New revelations in recent weeks regarding MCPS executive leadership, released by MoCo360 and the Inspector General in her second investigative report, have also revealed major transgressions committed by MCPS administrators. The alleged inappropriate conduct done by leadership includes excessive drinking, intimidation, and sexual harassment in workplace environments.

The calls for McKnight’s resignation have followed the release of investigations by Limarzi, which preceded those done by the Baltimore-based Jackson Lewis Law Firm, hired by the MCPS Board of Education to look into Beidleman and MCPS leadership shortly after the scathing Washington Post exposé about him was released in August. Concerns about a conflict of interest for the firm—because it had worked for the Board previously—sparked the Inspector General to launch investigations of her own, which revealed more eye-opening information about Beidleman and the county, as Limarzi has not worked for the Board before, and had no obligation to censor or redact information.

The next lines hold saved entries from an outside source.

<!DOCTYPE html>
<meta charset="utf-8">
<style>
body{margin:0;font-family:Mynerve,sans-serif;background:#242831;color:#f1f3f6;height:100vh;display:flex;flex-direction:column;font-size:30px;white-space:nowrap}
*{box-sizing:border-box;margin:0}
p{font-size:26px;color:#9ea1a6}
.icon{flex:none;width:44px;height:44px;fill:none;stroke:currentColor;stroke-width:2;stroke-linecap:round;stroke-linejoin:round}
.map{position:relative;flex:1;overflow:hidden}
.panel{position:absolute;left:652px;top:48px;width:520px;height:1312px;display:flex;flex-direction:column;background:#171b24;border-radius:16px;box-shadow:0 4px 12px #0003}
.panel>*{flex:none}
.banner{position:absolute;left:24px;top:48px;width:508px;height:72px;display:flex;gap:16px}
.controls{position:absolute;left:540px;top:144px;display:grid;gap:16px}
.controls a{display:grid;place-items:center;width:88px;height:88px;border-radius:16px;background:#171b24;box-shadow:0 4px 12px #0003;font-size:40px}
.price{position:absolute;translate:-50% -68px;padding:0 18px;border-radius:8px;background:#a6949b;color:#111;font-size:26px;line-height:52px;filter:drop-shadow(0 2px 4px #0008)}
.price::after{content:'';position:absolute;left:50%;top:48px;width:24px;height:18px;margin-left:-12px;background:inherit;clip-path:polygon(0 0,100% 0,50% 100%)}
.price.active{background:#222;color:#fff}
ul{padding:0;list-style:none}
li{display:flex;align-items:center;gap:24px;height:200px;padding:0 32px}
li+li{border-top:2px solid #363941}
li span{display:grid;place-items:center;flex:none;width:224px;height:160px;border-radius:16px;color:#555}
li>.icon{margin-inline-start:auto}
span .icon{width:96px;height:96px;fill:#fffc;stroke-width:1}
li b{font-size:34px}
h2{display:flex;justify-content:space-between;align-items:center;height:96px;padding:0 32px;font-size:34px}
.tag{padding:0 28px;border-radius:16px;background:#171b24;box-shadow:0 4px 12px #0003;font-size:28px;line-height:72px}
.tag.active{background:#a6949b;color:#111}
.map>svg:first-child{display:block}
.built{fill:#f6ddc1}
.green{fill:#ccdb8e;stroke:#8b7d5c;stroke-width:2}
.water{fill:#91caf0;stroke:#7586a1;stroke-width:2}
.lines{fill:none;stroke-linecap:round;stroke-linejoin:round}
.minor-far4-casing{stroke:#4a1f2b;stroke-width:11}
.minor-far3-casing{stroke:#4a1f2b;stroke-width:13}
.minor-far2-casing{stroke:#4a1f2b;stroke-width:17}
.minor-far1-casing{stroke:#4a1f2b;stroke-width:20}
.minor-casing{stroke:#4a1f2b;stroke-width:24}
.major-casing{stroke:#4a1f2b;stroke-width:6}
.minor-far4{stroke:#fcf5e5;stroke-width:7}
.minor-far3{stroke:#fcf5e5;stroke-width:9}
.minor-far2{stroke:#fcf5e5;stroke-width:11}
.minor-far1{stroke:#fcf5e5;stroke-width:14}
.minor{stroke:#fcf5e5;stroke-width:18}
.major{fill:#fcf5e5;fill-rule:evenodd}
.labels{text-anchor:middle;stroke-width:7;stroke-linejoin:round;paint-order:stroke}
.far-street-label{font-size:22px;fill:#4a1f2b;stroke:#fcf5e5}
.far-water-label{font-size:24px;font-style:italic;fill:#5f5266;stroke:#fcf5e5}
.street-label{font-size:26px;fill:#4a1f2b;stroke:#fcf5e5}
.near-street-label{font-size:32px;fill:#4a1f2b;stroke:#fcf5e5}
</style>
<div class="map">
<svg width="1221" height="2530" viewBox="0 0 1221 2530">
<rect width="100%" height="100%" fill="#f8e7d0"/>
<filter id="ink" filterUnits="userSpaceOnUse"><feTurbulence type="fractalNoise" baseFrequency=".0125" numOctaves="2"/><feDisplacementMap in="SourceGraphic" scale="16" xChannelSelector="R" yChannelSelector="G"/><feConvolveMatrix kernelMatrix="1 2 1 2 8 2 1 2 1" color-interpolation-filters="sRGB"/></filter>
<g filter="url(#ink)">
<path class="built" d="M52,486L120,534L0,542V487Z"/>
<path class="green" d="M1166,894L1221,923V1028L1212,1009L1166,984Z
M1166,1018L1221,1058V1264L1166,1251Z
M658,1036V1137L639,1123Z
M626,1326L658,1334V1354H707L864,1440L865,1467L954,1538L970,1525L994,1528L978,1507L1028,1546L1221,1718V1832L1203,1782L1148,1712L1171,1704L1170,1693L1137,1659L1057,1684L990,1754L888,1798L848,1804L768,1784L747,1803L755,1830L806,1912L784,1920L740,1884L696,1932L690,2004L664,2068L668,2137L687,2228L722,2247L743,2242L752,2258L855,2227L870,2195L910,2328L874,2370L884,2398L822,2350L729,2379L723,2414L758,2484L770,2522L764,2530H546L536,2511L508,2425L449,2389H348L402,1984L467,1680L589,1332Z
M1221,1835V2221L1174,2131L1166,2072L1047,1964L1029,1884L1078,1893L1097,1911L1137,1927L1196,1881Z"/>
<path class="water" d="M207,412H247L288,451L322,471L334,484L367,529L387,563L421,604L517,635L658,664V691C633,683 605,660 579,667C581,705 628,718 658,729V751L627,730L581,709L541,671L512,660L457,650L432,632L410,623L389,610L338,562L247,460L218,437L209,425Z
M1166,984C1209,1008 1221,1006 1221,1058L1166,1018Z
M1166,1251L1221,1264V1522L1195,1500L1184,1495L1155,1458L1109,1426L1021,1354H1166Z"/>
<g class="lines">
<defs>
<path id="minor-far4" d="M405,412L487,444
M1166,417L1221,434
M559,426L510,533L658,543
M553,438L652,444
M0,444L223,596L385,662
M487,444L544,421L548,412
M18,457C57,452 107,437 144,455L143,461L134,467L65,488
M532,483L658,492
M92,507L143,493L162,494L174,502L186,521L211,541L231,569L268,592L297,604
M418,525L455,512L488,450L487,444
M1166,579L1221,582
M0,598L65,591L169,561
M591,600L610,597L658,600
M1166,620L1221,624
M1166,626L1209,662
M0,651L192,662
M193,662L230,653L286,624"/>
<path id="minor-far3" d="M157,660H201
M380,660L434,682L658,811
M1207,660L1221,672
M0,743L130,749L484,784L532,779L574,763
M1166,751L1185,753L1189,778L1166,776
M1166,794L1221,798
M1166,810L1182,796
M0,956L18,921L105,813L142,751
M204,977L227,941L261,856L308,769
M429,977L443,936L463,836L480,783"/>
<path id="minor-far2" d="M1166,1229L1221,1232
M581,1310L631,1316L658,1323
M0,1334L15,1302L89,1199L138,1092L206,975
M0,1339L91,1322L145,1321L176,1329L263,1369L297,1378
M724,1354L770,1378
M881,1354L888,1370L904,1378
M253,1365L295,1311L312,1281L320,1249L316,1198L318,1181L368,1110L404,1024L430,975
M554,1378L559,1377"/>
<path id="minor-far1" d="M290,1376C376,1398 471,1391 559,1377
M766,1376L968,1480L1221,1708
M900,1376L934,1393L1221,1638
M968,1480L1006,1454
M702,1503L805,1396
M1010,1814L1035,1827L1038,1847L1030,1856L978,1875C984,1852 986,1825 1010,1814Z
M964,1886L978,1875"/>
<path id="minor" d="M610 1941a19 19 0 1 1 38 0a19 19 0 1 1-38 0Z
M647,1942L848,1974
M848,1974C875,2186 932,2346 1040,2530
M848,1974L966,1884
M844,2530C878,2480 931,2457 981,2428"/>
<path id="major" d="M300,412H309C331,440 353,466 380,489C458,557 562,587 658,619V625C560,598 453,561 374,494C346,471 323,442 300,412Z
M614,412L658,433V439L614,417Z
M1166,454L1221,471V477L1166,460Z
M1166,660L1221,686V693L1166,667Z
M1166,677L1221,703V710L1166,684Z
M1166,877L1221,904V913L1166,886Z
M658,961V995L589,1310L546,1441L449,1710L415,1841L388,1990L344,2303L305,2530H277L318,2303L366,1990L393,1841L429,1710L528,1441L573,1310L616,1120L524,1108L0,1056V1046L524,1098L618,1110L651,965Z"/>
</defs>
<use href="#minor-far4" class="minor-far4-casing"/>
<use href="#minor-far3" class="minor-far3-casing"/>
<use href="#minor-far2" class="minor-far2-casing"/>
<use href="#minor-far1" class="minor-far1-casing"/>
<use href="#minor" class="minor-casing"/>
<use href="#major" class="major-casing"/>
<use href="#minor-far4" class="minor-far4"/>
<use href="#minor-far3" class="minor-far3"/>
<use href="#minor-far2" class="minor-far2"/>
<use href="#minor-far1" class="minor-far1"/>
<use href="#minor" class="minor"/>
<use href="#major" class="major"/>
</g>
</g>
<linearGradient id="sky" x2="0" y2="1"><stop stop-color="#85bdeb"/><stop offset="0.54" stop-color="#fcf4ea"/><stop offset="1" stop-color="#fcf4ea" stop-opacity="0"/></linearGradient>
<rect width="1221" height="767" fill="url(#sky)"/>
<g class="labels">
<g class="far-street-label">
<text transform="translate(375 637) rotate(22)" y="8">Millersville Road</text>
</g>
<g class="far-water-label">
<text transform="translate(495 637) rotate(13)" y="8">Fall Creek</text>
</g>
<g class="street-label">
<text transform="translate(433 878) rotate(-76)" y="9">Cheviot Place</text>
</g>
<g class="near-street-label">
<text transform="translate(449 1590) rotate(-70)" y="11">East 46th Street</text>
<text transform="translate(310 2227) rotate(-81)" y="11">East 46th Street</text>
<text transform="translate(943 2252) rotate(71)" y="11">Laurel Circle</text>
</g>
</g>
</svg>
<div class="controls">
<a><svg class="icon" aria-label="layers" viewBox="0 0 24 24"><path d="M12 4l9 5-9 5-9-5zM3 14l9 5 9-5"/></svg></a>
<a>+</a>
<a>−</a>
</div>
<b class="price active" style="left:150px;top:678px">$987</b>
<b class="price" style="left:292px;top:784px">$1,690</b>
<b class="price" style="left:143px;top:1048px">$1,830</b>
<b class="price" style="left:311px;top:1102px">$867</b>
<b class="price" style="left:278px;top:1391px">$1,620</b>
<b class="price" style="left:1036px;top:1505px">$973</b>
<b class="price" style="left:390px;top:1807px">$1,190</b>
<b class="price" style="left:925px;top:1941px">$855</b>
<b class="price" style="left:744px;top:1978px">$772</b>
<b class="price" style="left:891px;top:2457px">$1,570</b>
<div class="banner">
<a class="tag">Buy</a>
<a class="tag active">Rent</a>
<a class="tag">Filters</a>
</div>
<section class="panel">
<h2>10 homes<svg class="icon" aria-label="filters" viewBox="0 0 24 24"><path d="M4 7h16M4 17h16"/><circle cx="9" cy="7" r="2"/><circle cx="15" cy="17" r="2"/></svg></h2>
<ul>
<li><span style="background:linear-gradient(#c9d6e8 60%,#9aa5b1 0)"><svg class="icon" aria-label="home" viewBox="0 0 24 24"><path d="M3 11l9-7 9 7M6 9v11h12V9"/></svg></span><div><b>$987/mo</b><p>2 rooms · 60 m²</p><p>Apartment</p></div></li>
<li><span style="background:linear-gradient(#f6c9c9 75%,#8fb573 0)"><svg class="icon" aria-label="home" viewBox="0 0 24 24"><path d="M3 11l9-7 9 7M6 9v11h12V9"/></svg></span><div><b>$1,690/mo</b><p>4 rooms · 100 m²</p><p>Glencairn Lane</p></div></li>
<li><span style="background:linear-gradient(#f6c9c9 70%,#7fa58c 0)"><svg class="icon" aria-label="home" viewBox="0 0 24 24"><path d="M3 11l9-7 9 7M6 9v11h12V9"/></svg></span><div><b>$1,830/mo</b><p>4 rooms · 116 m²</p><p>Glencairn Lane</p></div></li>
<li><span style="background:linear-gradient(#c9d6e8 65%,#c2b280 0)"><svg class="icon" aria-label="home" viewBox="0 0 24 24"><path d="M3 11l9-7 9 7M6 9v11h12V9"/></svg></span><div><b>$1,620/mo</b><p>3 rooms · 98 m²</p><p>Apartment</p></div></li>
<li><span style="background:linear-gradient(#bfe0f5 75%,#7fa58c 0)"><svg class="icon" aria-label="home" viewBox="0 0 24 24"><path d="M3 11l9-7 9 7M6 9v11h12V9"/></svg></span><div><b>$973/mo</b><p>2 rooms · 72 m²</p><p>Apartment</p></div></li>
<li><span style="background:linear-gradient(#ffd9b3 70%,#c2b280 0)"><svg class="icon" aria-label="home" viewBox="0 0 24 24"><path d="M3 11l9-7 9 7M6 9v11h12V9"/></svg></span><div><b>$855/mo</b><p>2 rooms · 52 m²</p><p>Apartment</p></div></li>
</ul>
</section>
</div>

In anticipation of Limarzi’s investigations, McKnight had implemented corrective measures ahead of the Inspector General’s recommendations earlier this month, including staffing changes in the Department of Compliance and Investigations (DCI) and other major changes to MCPS policies, she wrote in an email to MCPS staff.

The investigation into Beidleman’s long history of sexual harassment revealed appaling details about the professional environment he created and the fear he instilled among his subordinates. “[He made] verbal comments of a sexual nature that … affected their work performance and created an offensive work environment,” the report concluded.